§ REQUIREMENT
Take the entries that follow and return exactly the lines from the one holding "500px,478px 524px,487px 550px,468px" through the one holding "794px,328px 805px,318px 830px,289px", both included. Nothing else is needed.

# # # # #

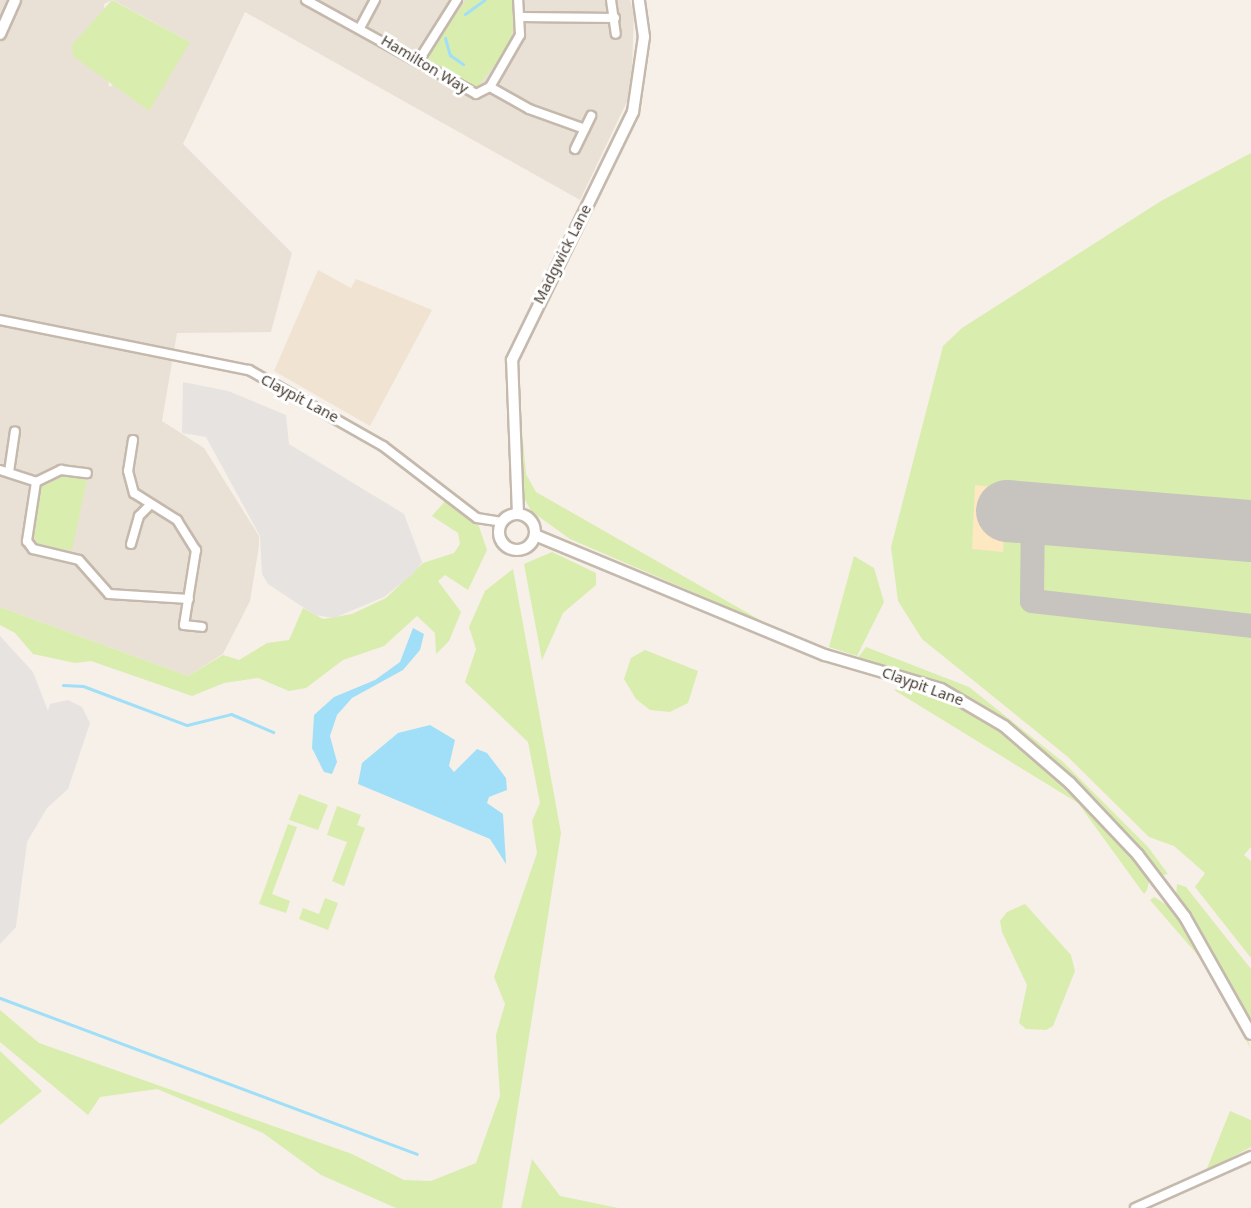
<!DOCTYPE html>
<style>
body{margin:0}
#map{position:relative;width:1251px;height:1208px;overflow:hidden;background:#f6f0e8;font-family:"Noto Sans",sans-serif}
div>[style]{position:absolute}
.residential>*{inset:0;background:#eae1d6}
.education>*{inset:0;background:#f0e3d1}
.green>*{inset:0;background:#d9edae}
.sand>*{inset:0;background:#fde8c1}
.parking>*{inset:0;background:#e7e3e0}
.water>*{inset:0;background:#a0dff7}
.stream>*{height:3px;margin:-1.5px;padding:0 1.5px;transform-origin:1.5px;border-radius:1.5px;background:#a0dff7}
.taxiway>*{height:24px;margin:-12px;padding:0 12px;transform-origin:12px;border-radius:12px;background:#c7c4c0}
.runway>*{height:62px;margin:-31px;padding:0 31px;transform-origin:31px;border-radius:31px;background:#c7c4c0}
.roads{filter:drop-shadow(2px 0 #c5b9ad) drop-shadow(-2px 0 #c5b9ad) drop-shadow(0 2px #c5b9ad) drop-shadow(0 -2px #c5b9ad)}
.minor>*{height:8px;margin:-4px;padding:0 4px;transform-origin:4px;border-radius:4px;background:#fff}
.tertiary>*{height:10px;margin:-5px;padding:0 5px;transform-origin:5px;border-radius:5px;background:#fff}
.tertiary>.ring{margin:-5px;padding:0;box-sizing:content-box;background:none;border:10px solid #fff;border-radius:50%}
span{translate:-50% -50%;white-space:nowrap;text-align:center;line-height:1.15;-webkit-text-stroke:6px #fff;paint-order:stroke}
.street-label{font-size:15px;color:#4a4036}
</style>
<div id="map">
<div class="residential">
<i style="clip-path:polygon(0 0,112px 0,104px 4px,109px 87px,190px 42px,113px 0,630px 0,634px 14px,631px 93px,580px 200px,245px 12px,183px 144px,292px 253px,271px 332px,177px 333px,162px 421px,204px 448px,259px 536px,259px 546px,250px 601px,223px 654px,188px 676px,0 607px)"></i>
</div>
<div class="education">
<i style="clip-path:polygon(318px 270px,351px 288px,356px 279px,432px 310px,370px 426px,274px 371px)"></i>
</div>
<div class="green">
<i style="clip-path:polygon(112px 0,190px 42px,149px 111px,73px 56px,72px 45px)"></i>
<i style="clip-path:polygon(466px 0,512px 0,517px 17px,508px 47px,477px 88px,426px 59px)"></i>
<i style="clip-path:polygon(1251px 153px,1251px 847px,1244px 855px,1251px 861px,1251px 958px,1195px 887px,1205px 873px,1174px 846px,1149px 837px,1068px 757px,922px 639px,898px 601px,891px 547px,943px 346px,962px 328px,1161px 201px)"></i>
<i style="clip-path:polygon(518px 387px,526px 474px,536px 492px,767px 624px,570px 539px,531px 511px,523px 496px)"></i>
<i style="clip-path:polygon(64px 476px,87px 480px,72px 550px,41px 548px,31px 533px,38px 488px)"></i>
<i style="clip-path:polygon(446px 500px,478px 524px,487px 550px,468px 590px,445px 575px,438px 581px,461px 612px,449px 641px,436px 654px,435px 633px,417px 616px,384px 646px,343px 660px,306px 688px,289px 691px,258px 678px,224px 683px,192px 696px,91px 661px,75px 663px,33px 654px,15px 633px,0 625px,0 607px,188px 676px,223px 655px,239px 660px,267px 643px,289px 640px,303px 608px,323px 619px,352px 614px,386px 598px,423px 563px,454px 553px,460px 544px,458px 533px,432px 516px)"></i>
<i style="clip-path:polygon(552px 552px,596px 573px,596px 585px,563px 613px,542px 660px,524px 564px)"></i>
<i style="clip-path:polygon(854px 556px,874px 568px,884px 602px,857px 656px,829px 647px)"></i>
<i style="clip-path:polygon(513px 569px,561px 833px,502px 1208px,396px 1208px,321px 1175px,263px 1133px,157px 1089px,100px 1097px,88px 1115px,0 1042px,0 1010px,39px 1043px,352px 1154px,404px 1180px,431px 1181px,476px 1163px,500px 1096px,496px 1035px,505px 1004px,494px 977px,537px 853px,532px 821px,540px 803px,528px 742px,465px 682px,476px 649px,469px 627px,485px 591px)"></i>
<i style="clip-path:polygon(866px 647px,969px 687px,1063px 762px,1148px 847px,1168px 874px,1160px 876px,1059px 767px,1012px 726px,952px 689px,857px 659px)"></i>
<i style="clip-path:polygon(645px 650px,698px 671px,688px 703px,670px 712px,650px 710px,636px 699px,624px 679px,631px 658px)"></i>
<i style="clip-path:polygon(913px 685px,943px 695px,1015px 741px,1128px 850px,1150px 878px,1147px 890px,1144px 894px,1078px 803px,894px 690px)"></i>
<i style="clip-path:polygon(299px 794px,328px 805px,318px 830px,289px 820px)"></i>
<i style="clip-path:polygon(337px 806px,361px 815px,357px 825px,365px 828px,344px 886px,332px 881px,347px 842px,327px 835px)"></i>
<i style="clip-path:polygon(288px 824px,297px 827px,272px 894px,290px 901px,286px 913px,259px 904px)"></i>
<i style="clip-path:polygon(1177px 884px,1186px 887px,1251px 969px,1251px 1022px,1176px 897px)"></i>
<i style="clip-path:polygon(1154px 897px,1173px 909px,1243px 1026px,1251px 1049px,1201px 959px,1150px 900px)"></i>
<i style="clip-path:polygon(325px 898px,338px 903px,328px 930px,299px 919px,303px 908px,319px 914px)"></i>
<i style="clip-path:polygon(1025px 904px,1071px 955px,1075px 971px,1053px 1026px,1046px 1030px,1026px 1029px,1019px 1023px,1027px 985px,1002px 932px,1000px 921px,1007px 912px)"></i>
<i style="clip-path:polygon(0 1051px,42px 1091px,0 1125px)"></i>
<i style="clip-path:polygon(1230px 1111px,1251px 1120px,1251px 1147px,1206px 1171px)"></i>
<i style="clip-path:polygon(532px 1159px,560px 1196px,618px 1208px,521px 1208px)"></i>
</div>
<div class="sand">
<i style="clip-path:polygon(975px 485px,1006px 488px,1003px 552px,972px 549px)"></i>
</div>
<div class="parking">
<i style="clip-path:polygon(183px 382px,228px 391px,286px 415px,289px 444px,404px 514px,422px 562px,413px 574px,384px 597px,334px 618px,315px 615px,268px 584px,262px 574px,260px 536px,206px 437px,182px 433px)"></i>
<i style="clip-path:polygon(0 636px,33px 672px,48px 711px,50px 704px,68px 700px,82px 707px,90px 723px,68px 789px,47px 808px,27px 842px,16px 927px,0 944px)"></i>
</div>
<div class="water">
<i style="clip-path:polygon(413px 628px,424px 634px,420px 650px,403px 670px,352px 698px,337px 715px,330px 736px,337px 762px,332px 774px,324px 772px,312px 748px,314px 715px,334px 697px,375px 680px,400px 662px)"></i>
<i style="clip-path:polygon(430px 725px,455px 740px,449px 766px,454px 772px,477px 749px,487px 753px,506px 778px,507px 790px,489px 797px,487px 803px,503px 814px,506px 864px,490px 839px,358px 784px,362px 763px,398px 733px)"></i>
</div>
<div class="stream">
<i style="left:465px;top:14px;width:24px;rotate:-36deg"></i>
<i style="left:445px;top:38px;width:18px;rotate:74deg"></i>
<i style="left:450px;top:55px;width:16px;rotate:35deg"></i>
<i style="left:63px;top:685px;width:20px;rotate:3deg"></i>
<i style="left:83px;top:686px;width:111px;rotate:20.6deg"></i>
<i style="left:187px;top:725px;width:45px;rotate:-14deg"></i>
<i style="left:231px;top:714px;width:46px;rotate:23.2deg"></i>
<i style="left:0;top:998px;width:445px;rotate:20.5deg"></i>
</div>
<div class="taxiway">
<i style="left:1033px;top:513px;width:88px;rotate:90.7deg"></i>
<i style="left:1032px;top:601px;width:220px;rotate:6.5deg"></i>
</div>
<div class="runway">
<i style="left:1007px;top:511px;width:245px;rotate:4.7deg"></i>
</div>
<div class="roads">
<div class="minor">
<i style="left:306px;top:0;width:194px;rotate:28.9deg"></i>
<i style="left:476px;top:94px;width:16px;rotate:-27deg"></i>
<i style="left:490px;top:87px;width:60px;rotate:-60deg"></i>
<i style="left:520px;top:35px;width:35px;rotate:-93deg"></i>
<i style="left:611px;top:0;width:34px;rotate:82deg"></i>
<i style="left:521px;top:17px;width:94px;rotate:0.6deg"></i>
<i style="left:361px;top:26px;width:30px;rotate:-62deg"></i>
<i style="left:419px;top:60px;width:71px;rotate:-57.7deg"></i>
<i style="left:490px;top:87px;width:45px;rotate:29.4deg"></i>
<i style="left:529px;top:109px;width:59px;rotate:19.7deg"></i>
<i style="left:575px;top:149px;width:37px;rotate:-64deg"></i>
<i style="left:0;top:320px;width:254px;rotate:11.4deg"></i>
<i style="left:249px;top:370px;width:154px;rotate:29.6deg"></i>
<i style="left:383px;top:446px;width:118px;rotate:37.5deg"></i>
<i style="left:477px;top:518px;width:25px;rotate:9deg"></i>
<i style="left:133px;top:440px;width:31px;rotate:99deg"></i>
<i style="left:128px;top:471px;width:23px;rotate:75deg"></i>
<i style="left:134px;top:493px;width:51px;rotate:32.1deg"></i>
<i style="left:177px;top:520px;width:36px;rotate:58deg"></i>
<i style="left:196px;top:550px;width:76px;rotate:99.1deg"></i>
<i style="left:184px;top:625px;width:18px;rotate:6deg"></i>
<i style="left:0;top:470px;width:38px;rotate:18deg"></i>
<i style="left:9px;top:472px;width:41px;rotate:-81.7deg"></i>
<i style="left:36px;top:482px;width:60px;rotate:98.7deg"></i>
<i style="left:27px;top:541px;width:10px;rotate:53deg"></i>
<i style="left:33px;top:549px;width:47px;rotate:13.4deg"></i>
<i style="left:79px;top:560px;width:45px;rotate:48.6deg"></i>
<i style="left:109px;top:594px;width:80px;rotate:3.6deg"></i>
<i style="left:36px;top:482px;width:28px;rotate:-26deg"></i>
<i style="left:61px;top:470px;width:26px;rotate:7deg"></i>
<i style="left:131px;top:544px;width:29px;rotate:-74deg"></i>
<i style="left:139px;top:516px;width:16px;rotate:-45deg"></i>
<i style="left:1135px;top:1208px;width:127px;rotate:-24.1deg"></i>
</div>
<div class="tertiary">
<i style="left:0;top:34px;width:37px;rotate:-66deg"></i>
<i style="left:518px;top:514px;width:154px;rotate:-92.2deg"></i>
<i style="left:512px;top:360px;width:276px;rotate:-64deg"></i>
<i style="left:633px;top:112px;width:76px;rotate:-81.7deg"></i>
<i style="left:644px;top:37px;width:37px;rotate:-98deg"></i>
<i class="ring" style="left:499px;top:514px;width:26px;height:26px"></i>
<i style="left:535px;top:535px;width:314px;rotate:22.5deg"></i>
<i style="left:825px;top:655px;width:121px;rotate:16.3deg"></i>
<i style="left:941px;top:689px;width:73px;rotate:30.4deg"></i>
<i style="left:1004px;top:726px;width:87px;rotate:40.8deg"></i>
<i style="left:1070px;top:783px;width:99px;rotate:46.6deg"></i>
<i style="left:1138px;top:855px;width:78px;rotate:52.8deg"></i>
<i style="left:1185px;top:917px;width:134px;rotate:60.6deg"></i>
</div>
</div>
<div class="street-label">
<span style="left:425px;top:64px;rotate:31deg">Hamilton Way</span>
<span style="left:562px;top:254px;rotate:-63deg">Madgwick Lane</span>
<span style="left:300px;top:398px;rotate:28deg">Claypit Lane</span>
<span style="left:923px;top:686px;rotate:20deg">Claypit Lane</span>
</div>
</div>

# # # # #

§ COMPLETED TASK
<i style="clip-path:polygon(446px 500px,478px 524px,487px 550px,468px 590px,445px 575px,438px 581px,461px 612px,449px 641px,436px 654px,435px 633px,417px 616px,384px 646px,343px 660px,306px 688px,289px 691px,258px 678px,224px 683px,192px 696px,91px 661px,75px 663px,33px 654px,15px 633px,0 625px,0 607px,188px 676px,223px 655px,239px 660px,267px 643px,289px 640px,303px 608px,323px 619px,352px 614px,386px 598px,423px 563px,454px 553px,460px 544px,458px 533px,432px 516px)"></i>
<i style="clip-path:polygon(552px 552px,596px 573px,596px 585px,563px 613px,542px 660px,524px 564px)"></i>
<i style="clip-path:polygon(854px 556px,874px 568px,884px 602px,857px 656px,829px 647px)"></i>
<i style="clip-path:polygon(513px 569px,561px 833px,502px 1208px,396px 1208px,321px 1175px,263px 1133px,157px 1089px,100px 1097px,88px 1115px,0 1042px,0 1010px,39px 1043px,352px 1154px,404px 1180px,431px 1181px,476px 1163px,500px 1096px,496px 1035px,505px 1004px,494px 977px,537px 853px,532px 821px,540px 803px,528px 742px,465px 682px,476px 649px,469px 627px,485px 591px)"></i>
<i style="clip-path:polygon(866px 647px,969px 687px,1063px 762px,1148px 847px,1168px 874px,1160px 876px,1059px 767px,1012px 726px,952px 689px,857px 659px)"></i>
<i style="clip-path:polygon(645px 650px,698px 671px,688px 703px,670px 712px,650px 710px,636px 699px,624px 679px,631px 658px)"></i>
<i style="clip-path:polygon(913px 685px,943px 695px,1015px 741px,1128px 850px,1150px 878px,1147px 890px,1144px 894px,1078px 803px,894px 690px)"></i>
<i style="clip-path:polygon(299px 794px,328px 805px,318px 830px,289px 820px)"></i>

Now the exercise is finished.